Growth bulls further cite a historically low US unemployment rate of 4.2% as proof of happy days, even though unemployment, like the consumer price index, is one of the most lagging economic indicators. Less mentioned is that May’s labour force participation rate declined by 0.2 percentage points to 62.4%, matching February’s two-year low, while the employment-population ratio declined by 0.3 percentage points to 59.7%–the lowest level since January 2022. Canada’s job market is weaker than the US’s, despite the Bank of Canada having already lowered its policy rate from 5 to 2.75%.
US non-farm payrolls (NFP) are generally considered a coincident to slightly lagging economic indicator.
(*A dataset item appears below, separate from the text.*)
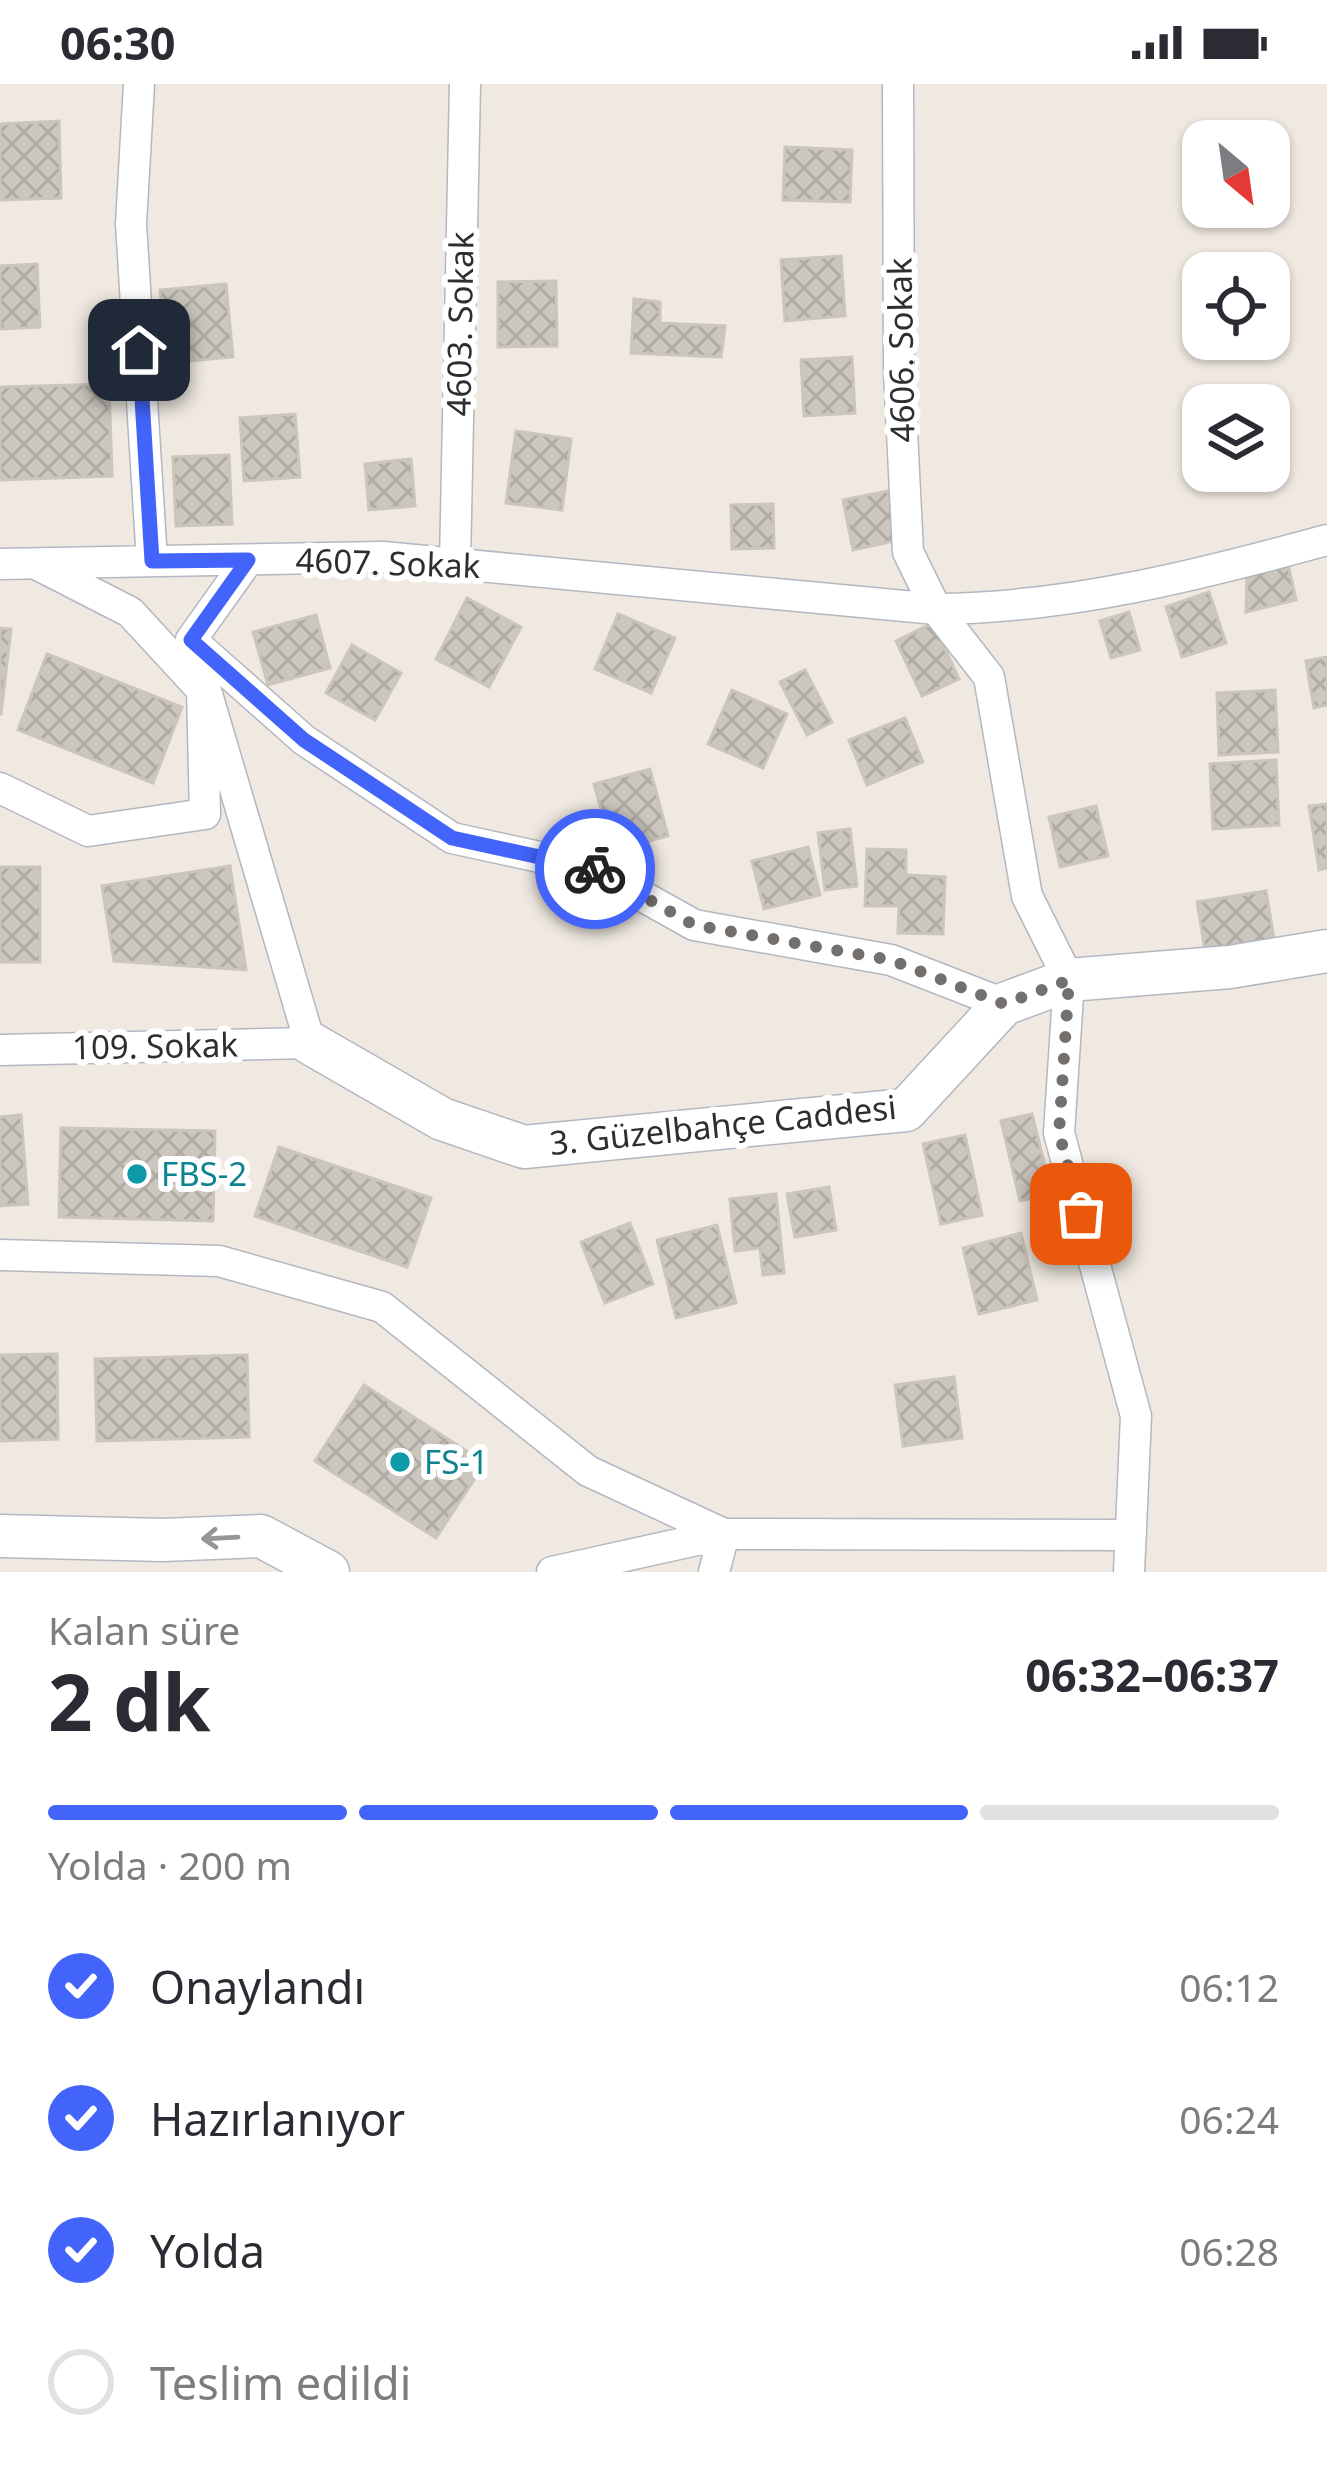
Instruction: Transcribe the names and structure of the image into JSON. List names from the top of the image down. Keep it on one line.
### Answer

As it turns out, over the past 12 months, non-farm payrolls have been consistently revised lower after initial better-than-expected announcements, by an average of 30,000 jobs per month.
Despite Fed Chair Jerome Powell’s insistence that the “solid” job market suggests financial easing is not required, economist Eric Basmajian explains the signal behind the inflated NFP noise in the segment below.
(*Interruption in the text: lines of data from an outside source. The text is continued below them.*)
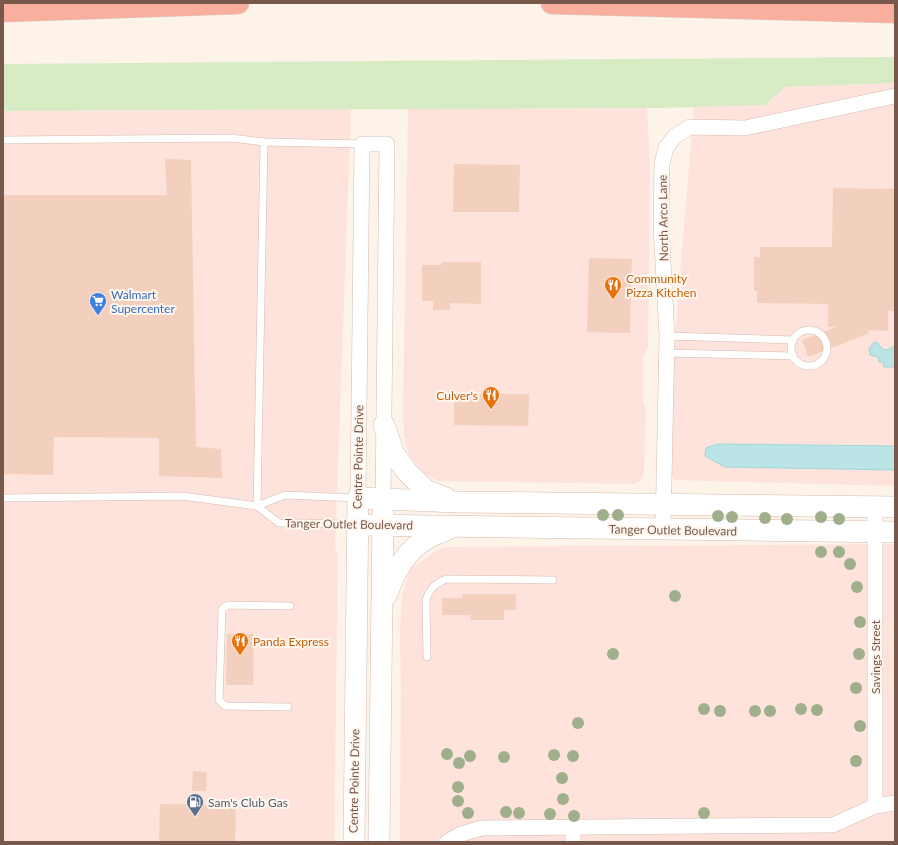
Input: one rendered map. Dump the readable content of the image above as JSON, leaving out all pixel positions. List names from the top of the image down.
{
  "streets": {
    "street": [
      "North Arco Lane",
      "Centre Pointe Drive",
      "Tanger Outlet Boulevard",
      "Savings Street"
    ]
  },
  "crossings": [
    ["North Arco Lane", "Tanger Outlet Boulevard"],
    ["Centre Pointe Drive", "Tanger Outlet Boulevard"],
    ["Tanger Outlet Boulevard", "Savings Street"]
  ],
  "places": {
    "restaurant": ["Community Pizza Kitchen", "Culver's", "Panda Express"],
    "supermarket": ["Walmart Supercenter"],
    "fuel station": ["Sam's Club Gas"]
  }
}
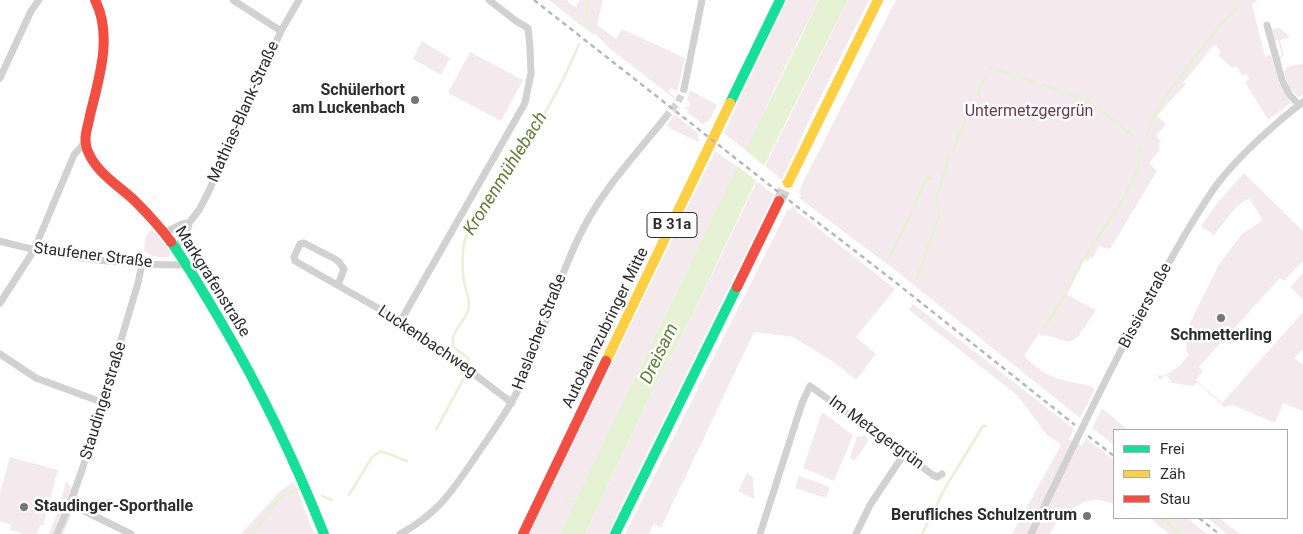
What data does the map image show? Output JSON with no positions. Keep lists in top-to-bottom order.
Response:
{
  "streets": {
    "main road": ["B 31a", "Markgrafenstraße", "Autobahnzubringer Mitte"],
    "street": [
      "Mathias-Blank-Straße",
      "Staufener Straße",
      "Bissierstraße",
      "Haslacher Straße",
      "Luckenbachweg",
      "Staudingerstraße",
      "Im Metzgergrün"
    ]
  },
  "crossings": [
    ["Mathias-Blank-Straße", "Markgrafenstraße"],
    ["Staufener Straße", "Markgrafenstraße"],
    ["Staufener Straße", "Staudingerstraße"],
    ["Haslacher Straße", "Luckenbachweg"]
  ],
  "water": ["Kronenmühlebach", "Dreisam"],
  "parks": ["Untermetzgergrün"],
  "places": [
    "Schülerhort am Luckenbach",
    "Schmetterling",
    "Staudinger-Sporthalle",
    "Berufliches Schulzentrum"
  ],
  "legend": ["Frei", "Zäh", "Stau"]
}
Current data suggests we are adding ~1.6 million jobs per year. The pace is likely closer to 1.25 million, a 20% difference. pic.twitter.com/ewtGLdMqHL
— Eric Basmajian (@EPBResearch) June 23, 2025
This video highlights the subtle cracks forming in the US labor market. Here is a direct video link.
The trouble is that once the lagging data gets revised down to reality, and the US Fed starts cutting, it is generally too late for complacent masses to find shelter from financial harm.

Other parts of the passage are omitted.